Up until not the graph object has required that the parameters governing the generation of axis tick labels be specified explicitly. However, it would be nice for the graph to be able to generate reasonable value labels on its own given the high and low range of data it’s supposed to plot. I decided that a) I wanted to make this happen and b) I’m not overly mad about the way I’ve seen it done by other software.

I have a few more scenarios to test (I haven’t looked at ranges that cross zero, i.e., that have both negative and positive values) but I did come up with a method that should generate roundish values across somewhere between six and eleven cycles.

I began with the observation that the size of the chosen interval should be based on the span of values (the difference between the highest and lowest values in a data set) and not by the magnitude of the values. Basically, I calculate the span, divide it by six, and then massage that value until it looks like a fairly rounded value of the appropriate magnitude. The code listing is shown farther down.

I wrote some code and tried a few range values but realized I needed to be more systematic and exhaustive, so I created an Excel worksheet that tested combinations of base values from 10-6 to 106 and ranges from 10-8 to 108, with some randomization thrown in for the first significant digit. It implemented the code in spreadsheet form and listed the expected results. You can see the patterns in the image, starting from column T and moving right.

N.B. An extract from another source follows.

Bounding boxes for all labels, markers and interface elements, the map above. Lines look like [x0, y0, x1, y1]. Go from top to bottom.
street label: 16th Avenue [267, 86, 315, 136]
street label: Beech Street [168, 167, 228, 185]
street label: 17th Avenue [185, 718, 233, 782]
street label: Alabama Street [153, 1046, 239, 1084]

As you can see, some combinations of base and range yield only two or three values for the range, while other combinations yield up to a dozen (and other testing has indicated that more may be possible). I therefore found it necessary to add extra checks to divide the interval if there are too few and shrink the interval if there are too many. That said, I also found that the code behaves just a little bit differently than does the spreadsheet (it gives better results, I think the problem in the spreadsheet is in columns K and L, which corresponds to lines 7 to 15 in the code snippet), but the adjustments are occasionally still needed.

So far I’ve just written the code to generate the range values but I have not yet extended this to draw the values generated. That’s going to be interesting because the calculations generate unexpected results when some of the values cannot be represented exactly. Who can tell what’s going to happen when you think you’re supposed to get 0.002999, 0.003009, and 0.000001 but you actually get 0.0029990000000000004, 0.0030080000000000016, and 0.0000010000000000000002? Another issue is that combinations of very large and very small numbers (e.g., 4,700,000,000.0000007) cannot be represented; the least significant digits get truncated entirely.

Annoyances like this came up when I wrote code to generate graphs in the early 90s and they come up now, but that’s part of the game, isn’t it? Computers do what they do and you have to work around that. The formatting routines for displaying the tick values may or may not take care of these issues so we’ll see how it goes. If they don’t, then I’m going to add some extra manipulations.

I’ll be testing this going forward and describe any further modifications I identify.